The Liberal Party started reform of the House of Lords in 1911, the Labour Party continued in 1949, Conservative led in 1958,* and Labour new in 1999. These were important reforms to democratise our Parliament and remove hereditary privilege from real power. Labour should have finished the job in but its removal of nearly all hereditary peers appeared to me to be to appease its core supporters rather than part of systematic reform. It was a big improvement though.** The issue is not important at the present time and looks as if the political classes are again out of touch with the public. Yes, Nick, the Government can deal with more than one issue at a time, but you should stick to ones that are more important.
I wrote the piece below in July 2011, an unpublished letter to Liberator magazine.
Claire Tyler's article 'Off with their robes' in Liberator 347, August 2011, puts the arguments on the other side. http://www.liberator.org.uk/article.asp?id=228904187
An elected second chamber: backward quality of legislation.
It is very rare that I disagree with Commentary in Liberator. In relation to the House of Lords reform though there is sloppy thinking on the part of many Liberals. In fact it is the same Liberal / Democrat tendency to be anti-private school as some kind of class based article of faith without either evidence or particular application of principle. Commentary suggests that it is a principle that a second chamber must be elected. Liberal Democrat policy has moved towards this over several elections without explaining any of the constitutional problems about the legitimacy struggle between two elected chambers. It seems you will simply have two classes of Parliamentarian, but unlike the devolved assemblies where they sit in the same chamber they will sit in different chambers and 'the second' will soon claim to be legitimate. And who will sit in it? Regional lists for European elections or Labour Party shortlists rigged for women have increased the number of female candidates; the former have led to more nutters from the fringe being elected, but otherwise we have the same career politicians and will do so in an elected second chamber.
The idea of a chamber that represents a variety of expertise is dismissed by Commentary offhand. The idea that a chamber might genuinely reflect the regions of the UK, rather than just career politicians, is not evident in Liberal Democrat thinking from Paddy Ashdown downwards.
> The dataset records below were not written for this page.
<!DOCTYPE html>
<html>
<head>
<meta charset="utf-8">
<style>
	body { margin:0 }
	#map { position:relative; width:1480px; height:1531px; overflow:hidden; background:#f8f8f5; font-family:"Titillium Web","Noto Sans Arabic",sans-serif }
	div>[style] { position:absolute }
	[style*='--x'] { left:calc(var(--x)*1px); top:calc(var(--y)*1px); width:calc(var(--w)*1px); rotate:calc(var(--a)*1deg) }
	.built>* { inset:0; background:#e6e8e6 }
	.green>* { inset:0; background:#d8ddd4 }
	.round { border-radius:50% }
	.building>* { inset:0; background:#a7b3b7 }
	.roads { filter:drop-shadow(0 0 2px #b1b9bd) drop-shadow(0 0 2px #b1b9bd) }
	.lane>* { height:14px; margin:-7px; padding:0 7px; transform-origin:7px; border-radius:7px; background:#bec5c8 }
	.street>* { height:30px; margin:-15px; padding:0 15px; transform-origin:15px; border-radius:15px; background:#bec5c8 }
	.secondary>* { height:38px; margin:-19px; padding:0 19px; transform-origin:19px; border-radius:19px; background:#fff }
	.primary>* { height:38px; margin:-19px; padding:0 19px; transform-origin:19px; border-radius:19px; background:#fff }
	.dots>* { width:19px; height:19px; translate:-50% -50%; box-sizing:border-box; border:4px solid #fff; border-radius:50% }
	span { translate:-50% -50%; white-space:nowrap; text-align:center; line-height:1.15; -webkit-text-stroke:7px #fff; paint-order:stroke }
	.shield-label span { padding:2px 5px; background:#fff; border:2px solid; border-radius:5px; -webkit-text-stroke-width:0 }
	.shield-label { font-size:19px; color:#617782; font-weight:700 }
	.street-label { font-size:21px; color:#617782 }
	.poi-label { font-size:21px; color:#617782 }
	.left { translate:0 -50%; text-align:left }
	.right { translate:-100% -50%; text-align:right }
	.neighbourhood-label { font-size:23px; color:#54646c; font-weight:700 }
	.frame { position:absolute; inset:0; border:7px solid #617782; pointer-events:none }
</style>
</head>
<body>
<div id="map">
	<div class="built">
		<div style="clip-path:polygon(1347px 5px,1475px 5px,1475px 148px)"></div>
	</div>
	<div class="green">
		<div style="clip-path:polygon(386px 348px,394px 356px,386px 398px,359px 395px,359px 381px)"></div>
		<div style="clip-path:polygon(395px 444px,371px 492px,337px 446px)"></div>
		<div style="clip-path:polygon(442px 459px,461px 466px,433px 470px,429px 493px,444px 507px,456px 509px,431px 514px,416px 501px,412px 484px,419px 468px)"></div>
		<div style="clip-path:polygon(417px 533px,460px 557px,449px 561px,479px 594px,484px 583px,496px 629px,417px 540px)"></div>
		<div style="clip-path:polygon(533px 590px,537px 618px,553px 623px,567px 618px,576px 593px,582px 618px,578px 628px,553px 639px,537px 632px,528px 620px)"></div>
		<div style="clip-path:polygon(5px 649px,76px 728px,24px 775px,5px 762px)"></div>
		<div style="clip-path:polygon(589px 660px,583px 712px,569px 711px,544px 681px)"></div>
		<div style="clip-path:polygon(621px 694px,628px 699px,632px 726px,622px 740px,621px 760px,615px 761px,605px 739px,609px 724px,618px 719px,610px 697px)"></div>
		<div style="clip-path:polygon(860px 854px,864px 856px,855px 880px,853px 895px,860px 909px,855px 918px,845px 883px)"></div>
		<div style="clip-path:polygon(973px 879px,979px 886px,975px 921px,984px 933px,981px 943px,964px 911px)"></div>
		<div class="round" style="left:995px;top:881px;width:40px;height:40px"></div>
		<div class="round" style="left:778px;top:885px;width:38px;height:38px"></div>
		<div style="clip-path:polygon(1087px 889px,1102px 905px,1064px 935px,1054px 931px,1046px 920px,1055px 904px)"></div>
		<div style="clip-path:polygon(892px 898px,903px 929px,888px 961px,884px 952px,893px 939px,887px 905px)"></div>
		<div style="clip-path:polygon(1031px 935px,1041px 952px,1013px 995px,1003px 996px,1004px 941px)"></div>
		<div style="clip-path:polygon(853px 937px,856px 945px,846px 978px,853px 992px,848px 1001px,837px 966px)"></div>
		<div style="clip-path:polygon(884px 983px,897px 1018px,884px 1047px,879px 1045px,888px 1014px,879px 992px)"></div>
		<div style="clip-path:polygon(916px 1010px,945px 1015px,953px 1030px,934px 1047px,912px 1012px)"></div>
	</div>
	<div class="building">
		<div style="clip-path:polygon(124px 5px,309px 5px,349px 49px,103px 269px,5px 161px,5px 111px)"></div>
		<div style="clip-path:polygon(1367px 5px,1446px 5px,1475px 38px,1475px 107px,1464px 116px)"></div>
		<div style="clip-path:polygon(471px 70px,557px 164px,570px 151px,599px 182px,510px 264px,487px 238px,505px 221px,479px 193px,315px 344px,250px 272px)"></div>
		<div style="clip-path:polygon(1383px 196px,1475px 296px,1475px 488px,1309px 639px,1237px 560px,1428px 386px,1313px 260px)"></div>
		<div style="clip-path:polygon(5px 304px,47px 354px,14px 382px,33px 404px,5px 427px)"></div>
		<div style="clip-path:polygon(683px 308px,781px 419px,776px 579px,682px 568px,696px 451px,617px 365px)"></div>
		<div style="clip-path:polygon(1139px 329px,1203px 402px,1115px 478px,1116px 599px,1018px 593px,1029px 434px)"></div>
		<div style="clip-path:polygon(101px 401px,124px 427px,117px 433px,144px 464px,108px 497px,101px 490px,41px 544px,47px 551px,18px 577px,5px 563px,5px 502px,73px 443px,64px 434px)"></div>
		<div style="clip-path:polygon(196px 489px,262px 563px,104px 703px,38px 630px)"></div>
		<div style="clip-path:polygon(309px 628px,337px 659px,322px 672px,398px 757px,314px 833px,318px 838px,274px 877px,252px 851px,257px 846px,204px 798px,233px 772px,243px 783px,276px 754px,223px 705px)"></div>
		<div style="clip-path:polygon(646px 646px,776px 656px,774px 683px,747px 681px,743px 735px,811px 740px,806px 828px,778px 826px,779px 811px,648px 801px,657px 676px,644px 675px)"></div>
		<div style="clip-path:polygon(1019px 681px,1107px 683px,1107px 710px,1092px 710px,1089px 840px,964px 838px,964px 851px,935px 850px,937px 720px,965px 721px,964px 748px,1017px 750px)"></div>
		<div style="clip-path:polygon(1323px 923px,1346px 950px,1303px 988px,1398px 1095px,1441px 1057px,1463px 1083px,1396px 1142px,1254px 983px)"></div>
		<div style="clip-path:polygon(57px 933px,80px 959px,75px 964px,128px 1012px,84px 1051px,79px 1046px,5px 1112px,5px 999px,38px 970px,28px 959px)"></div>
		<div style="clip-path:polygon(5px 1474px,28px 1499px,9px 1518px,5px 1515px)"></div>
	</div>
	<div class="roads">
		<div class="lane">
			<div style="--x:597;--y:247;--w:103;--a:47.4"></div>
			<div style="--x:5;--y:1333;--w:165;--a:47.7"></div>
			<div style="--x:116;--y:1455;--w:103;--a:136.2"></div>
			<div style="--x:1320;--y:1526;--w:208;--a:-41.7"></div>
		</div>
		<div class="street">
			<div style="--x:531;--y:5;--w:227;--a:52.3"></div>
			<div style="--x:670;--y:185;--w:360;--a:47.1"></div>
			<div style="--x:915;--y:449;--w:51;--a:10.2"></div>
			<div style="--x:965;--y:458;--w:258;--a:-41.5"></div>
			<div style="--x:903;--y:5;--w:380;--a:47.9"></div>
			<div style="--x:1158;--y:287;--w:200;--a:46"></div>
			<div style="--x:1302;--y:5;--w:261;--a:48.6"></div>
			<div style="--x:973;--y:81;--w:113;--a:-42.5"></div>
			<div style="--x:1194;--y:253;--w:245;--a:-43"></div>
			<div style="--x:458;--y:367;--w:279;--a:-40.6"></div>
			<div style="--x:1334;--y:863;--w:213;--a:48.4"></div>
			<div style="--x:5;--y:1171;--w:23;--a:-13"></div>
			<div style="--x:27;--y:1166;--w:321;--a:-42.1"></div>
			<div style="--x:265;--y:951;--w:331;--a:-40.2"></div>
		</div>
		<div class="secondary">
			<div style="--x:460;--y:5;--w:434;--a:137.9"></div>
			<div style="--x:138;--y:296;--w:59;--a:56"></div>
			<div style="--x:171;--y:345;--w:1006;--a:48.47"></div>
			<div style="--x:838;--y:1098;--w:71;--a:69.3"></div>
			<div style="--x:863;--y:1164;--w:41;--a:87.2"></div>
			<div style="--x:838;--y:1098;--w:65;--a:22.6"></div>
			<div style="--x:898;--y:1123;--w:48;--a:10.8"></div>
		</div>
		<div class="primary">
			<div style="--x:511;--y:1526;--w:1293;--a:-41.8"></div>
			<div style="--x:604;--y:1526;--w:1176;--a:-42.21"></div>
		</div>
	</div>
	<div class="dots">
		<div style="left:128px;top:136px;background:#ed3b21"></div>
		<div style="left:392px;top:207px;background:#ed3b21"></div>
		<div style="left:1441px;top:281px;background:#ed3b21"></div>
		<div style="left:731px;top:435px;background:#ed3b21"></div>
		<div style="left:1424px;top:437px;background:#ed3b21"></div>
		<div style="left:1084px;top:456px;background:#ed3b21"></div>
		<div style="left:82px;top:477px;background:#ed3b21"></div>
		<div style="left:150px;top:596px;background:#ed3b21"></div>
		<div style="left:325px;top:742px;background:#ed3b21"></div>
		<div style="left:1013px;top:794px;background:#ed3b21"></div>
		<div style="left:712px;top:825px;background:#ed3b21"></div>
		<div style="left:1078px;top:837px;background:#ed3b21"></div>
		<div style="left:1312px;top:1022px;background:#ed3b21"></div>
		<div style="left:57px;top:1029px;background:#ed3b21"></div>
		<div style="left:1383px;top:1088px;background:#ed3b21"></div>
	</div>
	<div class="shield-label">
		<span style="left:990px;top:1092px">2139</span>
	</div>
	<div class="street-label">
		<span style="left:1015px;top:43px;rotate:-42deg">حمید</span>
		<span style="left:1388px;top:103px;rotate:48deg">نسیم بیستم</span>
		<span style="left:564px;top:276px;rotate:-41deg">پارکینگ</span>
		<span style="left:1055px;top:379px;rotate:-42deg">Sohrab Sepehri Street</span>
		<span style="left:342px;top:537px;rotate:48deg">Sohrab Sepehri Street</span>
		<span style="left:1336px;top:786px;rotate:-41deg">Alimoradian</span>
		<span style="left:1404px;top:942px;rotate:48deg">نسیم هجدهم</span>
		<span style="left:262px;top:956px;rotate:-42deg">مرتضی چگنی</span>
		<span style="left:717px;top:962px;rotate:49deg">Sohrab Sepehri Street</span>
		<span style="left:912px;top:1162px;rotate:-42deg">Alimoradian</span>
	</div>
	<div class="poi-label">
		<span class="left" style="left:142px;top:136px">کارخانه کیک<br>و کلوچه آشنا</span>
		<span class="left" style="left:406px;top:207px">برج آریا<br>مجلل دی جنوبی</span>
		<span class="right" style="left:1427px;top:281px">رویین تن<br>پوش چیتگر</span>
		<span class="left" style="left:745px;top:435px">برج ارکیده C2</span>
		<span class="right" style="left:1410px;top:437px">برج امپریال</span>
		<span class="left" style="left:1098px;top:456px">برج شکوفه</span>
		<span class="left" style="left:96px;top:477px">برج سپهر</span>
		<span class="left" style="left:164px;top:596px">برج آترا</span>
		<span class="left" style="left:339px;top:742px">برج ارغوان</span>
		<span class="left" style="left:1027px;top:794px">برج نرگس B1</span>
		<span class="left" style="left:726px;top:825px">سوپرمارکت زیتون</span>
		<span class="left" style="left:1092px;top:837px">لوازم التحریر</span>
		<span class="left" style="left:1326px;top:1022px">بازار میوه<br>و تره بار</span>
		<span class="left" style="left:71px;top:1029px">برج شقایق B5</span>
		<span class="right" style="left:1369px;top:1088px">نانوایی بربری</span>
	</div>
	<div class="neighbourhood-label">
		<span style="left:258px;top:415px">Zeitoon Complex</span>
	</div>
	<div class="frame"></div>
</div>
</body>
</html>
The idea that the Prime Minister or the elected Government might actually appoint people based on their public life, their philanthropy, their public service, their ability, is unthinkable – destroyed by the media and police hysteria in the politically motivated media driven 'cash for honours' 'scandal'. Hysteria encouraged by the Tories and Lib Dems that has contributed to the bad name given to philanthropy by the rich. An elected second chamber is now a received Lib Dem party totem but assuming a revising chamber must be fully elected is based on a very limited view of democracy. The idea needs considerably more thought through as to what it would do in practice and who would actually sit in it.
* Life peers were introduced after a Bill in the House of Lords itself by future Conservative Prime Minister, Alexander Douglas-Home (Lord Home) in 1958. The Parliament website records that a further earlier reform attempt by Dick Crossman for Harold Wilson's Labour Government in 1969 failed due to a backbench revolt.
** Commentary in the Encyclopaedia Britannia 2006 notes "was seen as a prelude to wider reform.".